The top one is all about fire alarm bells. That might be a fire-watch tower that is illustrated. What blows my mind is how old those signs are. They probably date from WWII or before because after the war horizontal rows of kanji were written from left to right, but before the war kanji were written from right to left, like vertical writing in Japan today. We can see this at the top right of the left sign with this line: 号信災火 which we write this way these days 火災信号。Rarely, I could see old shop signs written from right to left in Tokyo.

I’m guessing that the circles with lines connecting some of them are patterns of hitting the bell depending on what the fire watch people want to communicate, like whether the fire is close, within the local ward, or widespread. The sign on the left has some siren patterns.

There is an example of a watchtower here. And here is one in Kawagoe, near Tokyo. Here is one in Little Tokyo in Los Angeles.

Traditionally towns and cities in Japan were filled with wooden buildings, so fire was a major hazard.

Christopher Raun Leth said...

I have to admit that you could have told me that it was a sign for the elevator to the moon, as my Japanese is none-existing:-) But great photos:)

henny said...

@ Christopher, hehe, it's a "no taking pictures here!" sign. Would you believe it?

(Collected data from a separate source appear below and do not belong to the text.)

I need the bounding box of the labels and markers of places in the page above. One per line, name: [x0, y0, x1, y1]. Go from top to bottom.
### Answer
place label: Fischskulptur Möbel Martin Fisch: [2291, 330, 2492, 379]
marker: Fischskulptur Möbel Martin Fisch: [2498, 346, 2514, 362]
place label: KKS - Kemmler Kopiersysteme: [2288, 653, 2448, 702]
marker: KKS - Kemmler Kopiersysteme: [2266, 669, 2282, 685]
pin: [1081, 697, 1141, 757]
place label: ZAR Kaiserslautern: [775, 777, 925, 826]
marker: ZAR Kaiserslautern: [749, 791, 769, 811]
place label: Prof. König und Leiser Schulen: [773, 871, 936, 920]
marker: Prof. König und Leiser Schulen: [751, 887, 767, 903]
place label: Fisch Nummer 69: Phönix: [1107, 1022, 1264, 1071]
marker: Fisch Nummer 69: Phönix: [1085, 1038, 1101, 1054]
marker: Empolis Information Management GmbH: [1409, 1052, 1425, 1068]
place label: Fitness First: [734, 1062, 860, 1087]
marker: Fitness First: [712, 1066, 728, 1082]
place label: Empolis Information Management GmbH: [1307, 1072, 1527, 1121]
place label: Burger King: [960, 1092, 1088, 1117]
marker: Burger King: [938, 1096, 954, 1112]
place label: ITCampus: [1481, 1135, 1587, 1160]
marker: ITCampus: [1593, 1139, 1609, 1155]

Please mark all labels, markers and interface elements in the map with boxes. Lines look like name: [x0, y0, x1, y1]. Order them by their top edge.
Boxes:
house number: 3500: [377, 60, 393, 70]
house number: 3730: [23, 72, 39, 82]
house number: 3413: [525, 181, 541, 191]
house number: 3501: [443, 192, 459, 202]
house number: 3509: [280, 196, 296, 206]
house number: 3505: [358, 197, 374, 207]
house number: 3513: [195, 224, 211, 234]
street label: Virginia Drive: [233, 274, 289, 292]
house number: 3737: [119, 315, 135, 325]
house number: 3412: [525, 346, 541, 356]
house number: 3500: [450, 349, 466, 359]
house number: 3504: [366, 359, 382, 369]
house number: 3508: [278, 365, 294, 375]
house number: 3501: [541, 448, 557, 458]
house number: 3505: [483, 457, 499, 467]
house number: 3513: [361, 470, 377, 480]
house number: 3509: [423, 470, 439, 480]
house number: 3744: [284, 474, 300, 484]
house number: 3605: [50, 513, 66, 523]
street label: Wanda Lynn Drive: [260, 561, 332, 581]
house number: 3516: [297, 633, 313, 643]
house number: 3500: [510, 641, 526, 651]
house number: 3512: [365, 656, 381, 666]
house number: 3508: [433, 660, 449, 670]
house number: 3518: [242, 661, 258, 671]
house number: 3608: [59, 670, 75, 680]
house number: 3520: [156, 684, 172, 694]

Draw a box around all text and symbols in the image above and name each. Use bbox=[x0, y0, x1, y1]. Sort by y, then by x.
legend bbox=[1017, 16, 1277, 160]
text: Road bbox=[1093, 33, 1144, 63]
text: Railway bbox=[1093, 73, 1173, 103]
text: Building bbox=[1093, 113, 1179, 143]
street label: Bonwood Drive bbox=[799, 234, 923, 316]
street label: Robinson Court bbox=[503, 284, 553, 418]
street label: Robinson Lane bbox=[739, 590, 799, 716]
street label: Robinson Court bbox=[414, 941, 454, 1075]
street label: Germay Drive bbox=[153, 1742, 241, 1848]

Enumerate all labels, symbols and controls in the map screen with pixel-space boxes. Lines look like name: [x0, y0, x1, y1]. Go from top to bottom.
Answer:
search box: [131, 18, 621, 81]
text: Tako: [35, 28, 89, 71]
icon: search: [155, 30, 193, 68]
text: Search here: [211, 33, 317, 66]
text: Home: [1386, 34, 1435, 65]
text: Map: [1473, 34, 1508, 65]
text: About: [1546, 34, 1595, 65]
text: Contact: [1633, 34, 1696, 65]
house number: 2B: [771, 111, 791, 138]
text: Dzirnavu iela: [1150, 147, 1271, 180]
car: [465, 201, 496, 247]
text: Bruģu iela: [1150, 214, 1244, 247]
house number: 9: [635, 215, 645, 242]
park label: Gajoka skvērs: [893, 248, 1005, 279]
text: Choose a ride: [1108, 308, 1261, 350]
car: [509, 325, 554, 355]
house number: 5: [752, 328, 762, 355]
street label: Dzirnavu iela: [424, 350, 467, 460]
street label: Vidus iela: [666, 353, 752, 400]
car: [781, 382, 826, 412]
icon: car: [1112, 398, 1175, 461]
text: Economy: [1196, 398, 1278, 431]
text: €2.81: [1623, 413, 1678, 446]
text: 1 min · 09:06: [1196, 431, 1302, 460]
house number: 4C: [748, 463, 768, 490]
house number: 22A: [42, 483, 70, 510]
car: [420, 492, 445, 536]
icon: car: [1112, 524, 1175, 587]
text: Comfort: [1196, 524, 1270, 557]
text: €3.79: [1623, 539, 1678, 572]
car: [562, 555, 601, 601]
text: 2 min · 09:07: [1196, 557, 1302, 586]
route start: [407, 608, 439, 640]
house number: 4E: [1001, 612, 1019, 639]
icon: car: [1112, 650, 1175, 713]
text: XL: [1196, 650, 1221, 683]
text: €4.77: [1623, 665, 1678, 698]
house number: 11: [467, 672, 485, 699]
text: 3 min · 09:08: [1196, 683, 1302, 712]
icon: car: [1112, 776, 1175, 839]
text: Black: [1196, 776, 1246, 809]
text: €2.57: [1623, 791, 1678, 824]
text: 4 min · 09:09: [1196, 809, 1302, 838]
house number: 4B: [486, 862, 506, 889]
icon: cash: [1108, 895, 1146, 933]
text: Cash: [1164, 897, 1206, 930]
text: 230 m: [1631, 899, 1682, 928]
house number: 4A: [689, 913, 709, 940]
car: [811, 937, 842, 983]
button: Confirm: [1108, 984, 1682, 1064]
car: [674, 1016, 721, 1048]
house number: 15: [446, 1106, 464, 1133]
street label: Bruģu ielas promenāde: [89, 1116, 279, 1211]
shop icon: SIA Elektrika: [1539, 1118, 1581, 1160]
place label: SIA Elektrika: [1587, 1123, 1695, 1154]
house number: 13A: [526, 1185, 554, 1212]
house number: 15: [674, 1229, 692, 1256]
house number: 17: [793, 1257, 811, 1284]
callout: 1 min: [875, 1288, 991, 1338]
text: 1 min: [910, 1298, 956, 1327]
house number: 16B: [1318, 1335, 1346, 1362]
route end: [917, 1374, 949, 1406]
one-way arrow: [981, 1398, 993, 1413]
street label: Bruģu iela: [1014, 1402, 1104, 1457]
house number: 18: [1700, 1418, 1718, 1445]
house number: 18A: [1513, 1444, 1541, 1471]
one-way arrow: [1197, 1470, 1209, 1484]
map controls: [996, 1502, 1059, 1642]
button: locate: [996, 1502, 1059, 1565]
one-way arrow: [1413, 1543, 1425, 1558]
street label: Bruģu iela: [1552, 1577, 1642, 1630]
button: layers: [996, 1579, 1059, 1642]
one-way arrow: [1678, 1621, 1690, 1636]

@ Gary, have you ever lived in Saijo? MOS burger, local signs, mmm, what else? :).
I owe you big big time. Another favor please, can I put your note in my post?
For the second photo, that sign is on a wall right across from a temple, so that's the most likely like you informed us.

Tall Gary said...

I would be honored, Henny. Feel free to use my note as you wish.

I won’t feel bad when a native Japanese speaker corrects me and informs me that I’m entirely wrong. Ha ha.

henny said...

Gary, thanks, no worry about that. Just don't tell Kaori, ok? :).

JM said...

I really like the 1st old door.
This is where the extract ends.